Data records »

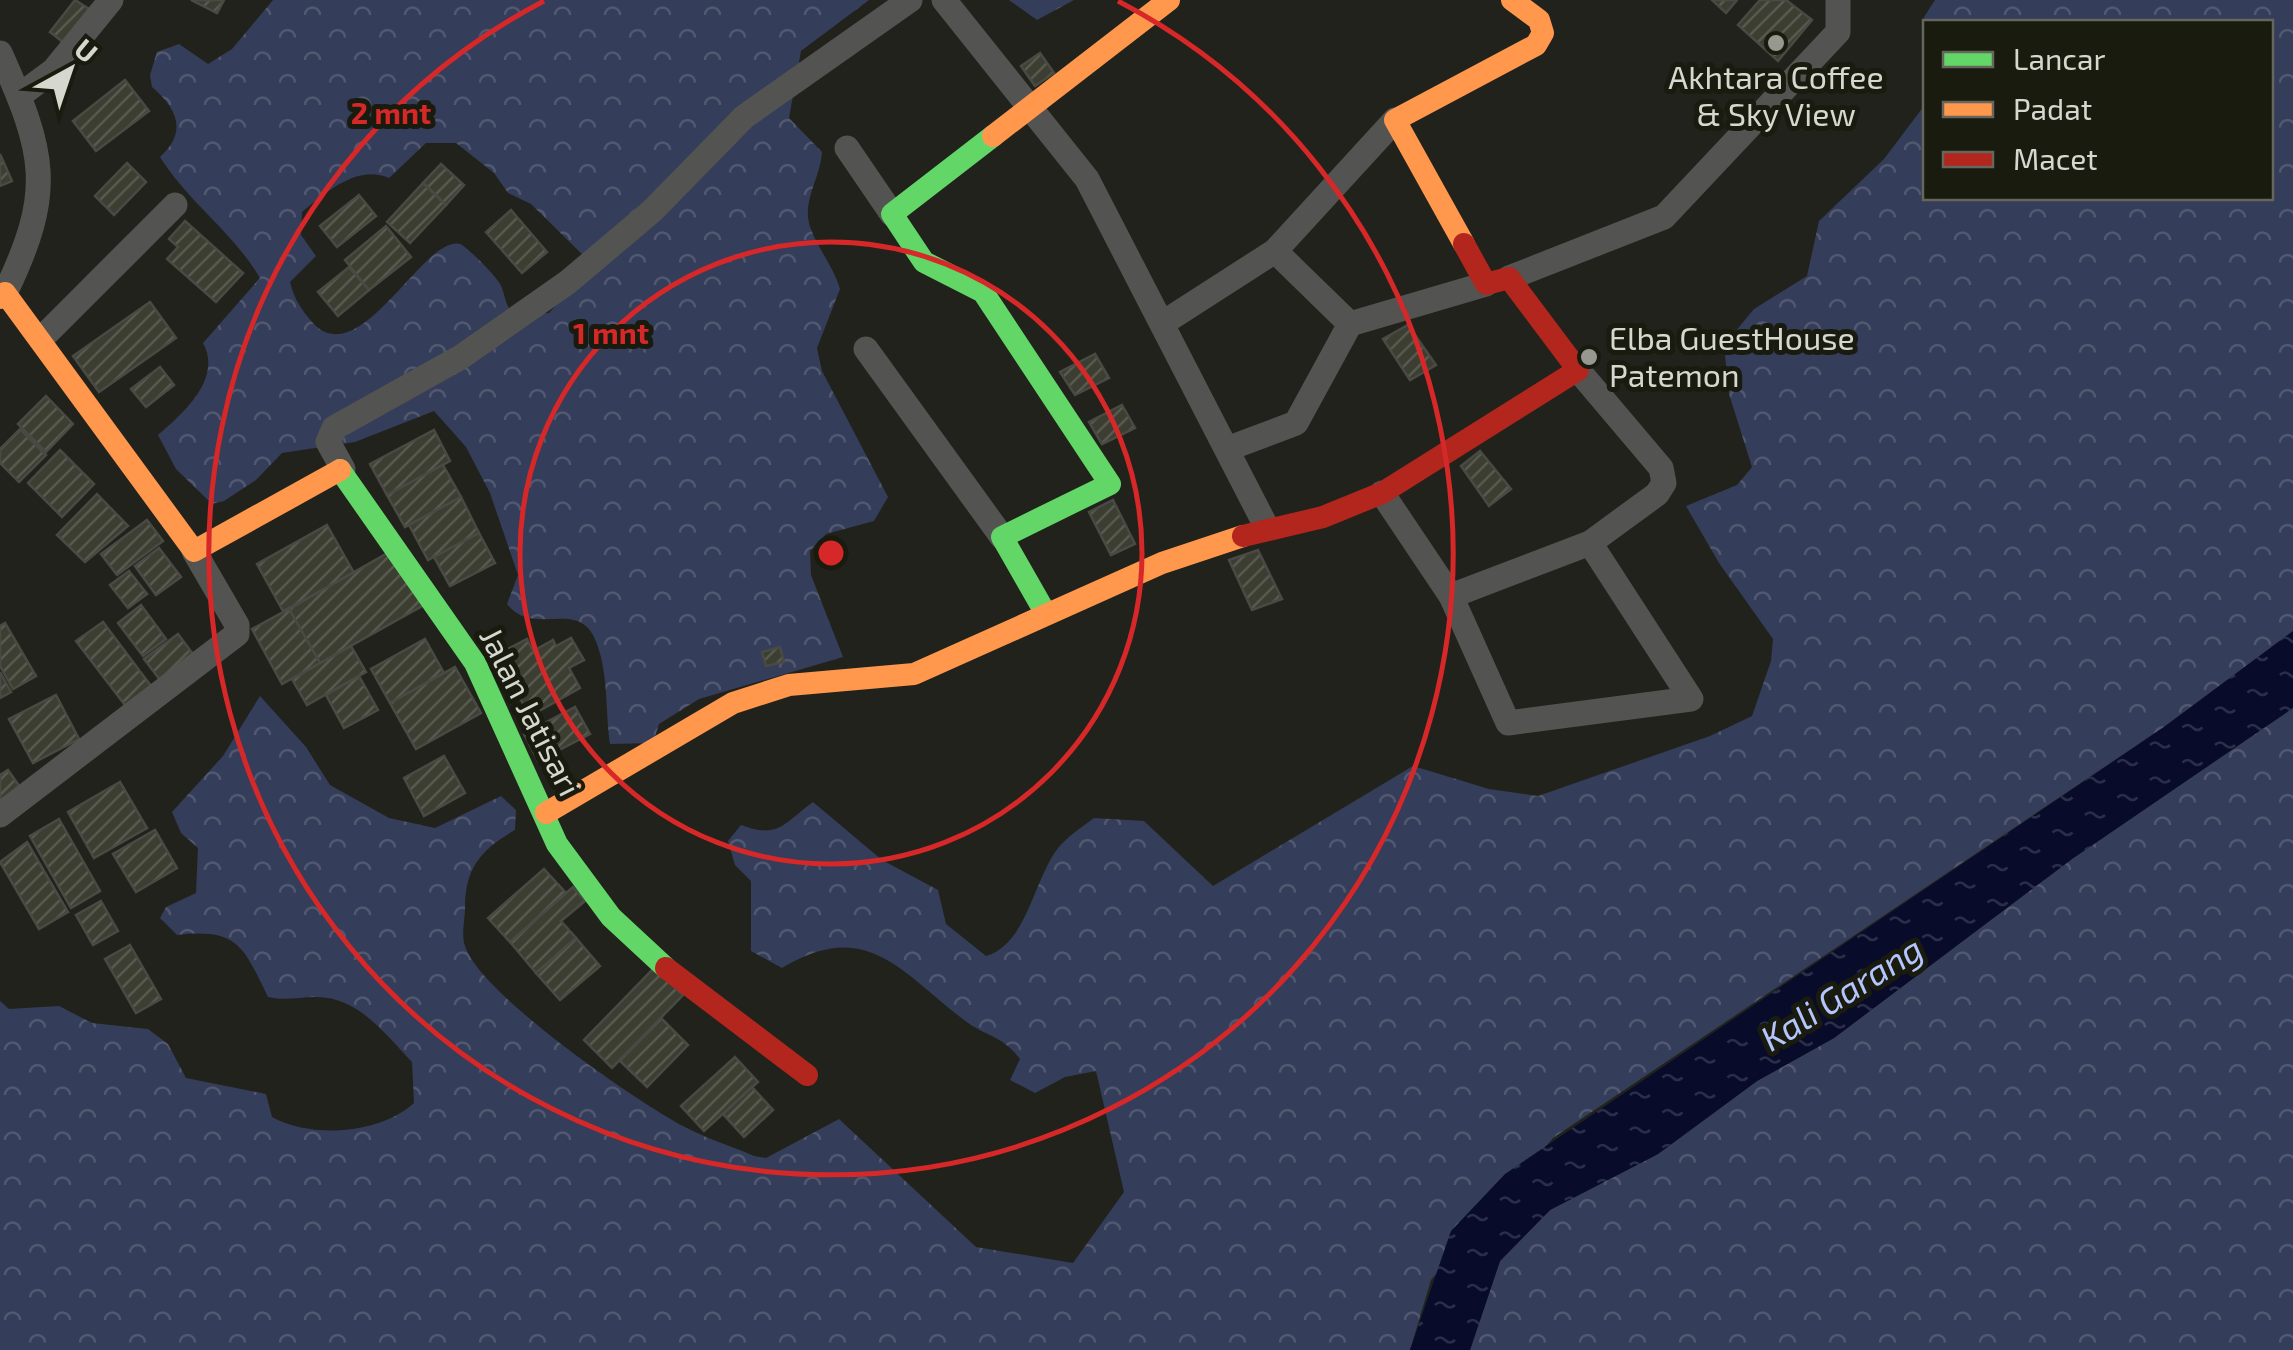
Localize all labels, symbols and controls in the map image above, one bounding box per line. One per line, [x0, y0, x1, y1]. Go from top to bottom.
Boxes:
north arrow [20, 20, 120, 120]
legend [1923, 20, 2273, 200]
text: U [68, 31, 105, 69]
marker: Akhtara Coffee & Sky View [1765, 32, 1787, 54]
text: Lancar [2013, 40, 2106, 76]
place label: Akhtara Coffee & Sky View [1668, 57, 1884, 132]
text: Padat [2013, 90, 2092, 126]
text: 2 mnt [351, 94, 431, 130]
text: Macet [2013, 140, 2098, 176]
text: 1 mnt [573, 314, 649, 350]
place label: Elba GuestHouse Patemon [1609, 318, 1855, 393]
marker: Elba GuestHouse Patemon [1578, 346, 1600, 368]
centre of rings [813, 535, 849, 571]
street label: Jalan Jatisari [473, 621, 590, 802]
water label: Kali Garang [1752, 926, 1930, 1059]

* * *

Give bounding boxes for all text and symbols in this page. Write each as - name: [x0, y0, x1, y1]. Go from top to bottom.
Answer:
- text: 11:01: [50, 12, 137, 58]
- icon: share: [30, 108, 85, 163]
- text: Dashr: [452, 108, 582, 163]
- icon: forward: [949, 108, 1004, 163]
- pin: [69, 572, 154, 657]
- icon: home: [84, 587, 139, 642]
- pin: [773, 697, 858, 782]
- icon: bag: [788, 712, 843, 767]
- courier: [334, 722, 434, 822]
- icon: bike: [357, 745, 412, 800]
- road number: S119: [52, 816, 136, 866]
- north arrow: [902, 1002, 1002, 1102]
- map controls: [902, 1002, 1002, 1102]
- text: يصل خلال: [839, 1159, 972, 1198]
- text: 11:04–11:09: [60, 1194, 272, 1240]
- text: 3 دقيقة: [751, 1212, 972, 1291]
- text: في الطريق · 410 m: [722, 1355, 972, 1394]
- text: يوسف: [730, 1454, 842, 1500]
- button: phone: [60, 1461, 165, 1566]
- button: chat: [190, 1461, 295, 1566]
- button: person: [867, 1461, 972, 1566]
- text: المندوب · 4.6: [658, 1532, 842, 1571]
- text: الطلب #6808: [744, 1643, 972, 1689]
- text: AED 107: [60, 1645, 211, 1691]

Prompt » Bring together every line in the entries that holds the string "bounding".

Response below »
Localize all labels, symbols and controls in the map image above, one bounding box per line. One per line, [x0, y0, x1, y1]. Go from top to bottom.
Give bounding boxes for all text and symbols in this page. Write each as - name: [x0, y0, x1, y1]. Go from top to bottom.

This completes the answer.